To get to Louisiana we took the coastal train from Norreport station in the direction of Helsingor and got off at Humlebaek station, then you can walk 15 mins or take a short bus ride down the road following the signs to get to Louisiana or alternatively take your bike on the train as we did with a 5 minute cycle at the other end.

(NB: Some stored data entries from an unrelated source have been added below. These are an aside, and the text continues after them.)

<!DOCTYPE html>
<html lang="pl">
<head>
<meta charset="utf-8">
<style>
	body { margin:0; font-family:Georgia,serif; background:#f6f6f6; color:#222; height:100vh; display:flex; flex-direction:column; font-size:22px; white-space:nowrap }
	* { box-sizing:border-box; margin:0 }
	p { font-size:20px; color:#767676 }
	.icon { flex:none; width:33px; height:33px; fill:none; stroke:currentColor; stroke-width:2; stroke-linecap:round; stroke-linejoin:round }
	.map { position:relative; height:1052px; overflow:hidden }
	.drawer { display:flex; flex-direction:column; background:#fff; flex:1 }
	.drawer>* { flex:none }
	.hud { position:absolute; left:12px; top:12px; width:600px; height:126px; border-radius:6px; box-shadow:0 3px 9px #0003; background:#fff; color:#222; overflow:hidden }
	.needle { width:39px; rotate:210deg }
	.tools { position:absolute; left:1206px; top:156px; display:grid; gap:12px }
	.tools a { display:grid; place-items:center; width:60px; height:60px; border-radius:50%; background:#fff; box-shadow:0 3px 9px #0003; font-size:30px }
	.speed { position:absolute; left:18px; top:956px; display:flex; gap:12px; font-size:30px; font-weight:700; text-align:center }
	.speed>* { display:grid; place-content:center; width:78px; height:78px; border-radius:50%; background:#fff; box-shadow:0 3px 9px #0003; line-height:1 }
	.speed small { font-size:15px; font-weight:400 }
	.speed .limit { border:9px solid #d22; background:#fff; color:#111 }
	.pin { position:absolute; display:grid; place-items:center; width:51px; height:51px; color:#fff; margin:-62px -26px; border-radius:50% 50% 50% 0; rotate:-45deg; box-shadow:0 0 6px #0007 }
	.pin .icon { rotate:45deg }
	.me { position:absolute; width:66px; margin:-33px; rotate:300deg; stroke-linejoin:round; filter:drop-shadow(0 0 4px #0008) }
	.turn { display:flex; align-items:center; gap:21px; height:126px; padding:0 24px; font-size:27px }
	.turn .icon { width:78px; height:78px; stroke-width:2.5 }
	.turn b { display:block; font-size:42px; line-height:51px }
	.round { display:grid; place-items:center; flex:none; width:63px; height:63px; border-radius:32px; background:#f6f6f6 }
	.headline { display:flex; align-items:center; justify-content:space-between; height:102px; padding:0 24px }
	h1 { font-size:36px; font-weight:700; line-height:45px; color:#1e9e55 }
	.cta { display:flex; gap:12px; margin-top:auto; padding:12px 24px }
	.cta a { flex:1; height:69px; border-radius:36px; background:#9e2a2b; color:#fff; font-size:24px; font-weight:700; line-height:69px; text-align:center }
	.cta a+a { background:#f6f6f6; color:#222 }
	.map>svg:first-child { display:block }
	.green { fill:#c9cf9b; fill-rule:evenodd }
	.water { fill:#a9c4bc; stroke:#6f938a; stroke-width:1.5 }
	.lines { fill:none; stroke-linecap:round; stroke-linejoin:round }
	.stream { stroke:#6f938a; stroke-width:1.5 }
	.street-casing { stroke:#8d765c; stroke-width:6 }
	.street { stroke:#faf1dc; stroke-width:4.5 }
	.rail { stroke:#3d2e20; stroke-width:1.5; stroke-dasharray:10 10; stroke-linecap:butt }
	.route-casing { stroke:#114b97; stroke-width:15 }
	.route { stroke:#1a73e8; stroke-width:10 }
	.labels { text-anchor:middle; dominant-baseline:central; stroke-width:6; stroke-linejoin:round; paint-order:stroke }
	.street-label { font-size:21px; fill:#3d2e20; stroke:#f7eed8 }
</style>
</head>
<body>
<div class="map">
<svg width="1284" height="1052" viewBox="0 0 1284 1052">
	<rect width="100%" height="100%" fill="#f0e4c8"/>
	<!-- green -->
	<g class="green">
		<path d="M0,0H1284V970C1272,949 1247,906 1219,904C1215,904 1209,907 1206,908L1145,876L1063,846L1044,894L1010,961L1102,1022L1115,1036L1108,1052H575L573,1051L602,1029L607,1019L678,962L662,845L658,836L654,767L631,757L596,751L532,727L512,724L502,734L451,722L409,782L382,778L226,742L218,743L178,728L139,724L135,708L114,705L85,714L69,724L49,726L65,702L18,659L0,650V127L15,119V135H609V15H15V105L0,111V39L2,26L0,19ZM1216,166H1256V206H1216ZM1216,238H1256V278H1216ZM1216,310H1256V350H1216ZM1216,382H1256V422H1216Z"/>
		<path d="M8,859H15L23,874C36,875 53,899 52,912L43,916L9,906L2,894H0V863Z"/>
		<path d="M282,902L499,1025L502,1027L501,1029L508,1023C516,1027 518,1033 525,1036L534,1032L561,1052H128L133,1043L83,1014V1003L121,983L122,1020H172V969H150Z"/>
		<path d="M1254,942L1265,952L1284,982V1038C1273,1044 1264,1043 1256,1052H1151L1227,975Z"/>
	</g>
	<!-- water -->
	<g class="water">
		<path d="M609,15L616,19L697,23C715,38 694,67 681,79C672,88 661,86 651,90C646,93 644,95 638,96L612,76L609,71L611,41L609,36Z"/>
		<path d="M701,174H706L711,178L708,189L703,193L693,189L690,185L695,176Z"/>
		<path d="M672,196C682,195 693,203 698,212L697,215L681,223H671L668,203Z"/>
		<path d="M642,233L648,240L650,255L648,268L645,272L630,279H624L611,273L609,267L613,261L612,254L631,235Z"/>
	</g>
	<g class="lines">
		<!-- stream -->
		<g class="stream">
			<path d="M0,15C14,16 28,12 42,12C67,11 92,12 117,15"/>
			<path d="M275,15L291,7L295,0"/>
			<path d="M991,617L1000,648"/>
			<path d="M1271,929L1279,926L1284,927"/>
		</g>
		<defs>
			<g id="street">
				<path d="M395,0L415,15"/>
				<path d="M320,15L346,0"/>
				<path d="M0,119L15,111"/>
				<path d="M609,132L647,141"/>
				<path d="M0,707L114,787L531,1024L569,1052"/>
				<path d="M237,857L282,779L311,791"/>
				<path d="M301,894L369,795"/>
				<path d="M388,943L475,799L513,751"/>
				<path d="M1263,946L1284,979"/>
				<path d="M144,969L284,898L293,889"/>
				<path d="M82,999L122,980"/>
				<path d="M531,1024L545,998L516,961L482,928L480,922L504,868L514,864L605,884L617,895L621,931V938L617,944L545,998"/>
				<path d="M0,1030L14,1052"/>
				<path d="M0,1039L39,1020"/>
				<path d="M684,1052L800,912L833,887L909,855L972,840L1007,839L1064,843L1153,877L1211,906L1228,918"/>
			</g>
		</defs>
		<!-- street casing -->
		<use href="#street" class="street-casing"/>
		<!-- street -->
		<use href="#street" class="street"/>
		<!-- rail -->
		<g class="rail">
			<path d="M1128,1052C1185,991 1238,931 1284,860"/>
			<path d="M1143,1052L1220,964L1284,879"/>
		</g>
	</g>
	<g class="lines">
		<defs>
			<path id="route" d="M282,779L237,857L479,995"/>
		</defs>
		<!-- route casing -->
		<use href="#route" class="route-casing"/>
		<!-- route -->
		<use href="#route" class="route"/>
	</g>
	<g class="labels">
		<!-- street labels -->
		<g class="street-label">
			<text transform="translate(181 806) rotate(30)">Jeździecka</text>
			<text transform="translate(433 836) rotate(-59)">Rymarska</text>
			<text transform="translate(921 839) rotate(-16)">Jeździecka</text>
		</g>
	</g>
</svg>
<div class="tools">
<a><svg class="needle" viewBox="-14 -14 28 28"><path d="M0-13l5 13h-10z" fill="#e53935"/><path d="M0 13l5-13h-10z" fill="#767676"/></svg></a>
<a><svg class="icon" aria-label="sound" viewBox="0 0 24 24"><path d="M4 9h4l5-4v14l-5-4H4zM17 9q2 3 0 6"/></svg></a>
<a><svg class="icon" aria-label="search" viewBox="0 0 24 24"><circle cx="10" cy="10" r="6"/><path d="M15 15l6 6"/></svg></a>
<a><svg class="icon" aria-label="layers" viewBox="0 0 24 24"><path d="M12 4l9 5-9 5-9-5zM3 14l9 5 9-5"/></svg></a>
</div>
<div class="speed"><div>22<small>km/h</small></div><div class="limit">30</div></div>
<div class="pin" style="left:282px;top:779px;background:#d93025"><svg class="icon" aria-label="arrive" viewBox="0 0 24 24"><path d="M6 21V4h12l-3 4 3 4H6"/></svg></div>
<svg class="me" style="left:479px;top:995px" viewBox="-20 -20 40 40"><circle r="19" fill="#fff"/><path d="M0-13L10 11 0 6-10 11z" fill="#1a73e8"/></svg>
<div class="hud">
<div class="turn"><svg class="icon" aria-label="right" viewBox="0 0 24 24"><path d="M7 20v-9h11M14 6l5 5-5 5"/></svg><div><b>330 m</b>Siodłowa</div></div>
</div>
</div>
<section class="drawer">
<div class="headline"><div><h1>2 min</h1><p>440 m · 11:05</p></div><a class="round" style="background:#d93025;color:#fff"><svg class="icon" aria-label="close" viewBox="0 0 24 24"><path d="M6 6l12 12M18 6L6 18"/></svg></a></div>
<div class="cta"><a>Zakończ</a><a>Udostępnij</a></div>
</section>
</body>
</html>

10. Have a drink by the harbour as the sun goes down
The Copenhageners love to make the most of the short Scandinavian summer by spending as much of it outdoors as possible and we enjoyed warm summer evenings on our holiday just sitting by the harbour with a sundowner. Close to our apartment we found the deck of the Royal Danish Theatre at the end of Nyhaven had set up an outdoor summer cafe with a DJ to welcome the weekend. From here we could watch the lights come up in the Opera House opposite and the harbour buses going back and forth. Being delightfully democratic Denmark there are plenty of places like this along the harbour where you can just sit and enjoy a summer sunset, such as the deck by the ‘Black Diamond’ Royal Library or the Toldboden cafe near the Little Mermaid, but if you prefer you can bring your own wine or beers and find a place to sit along the harbour for the sunset.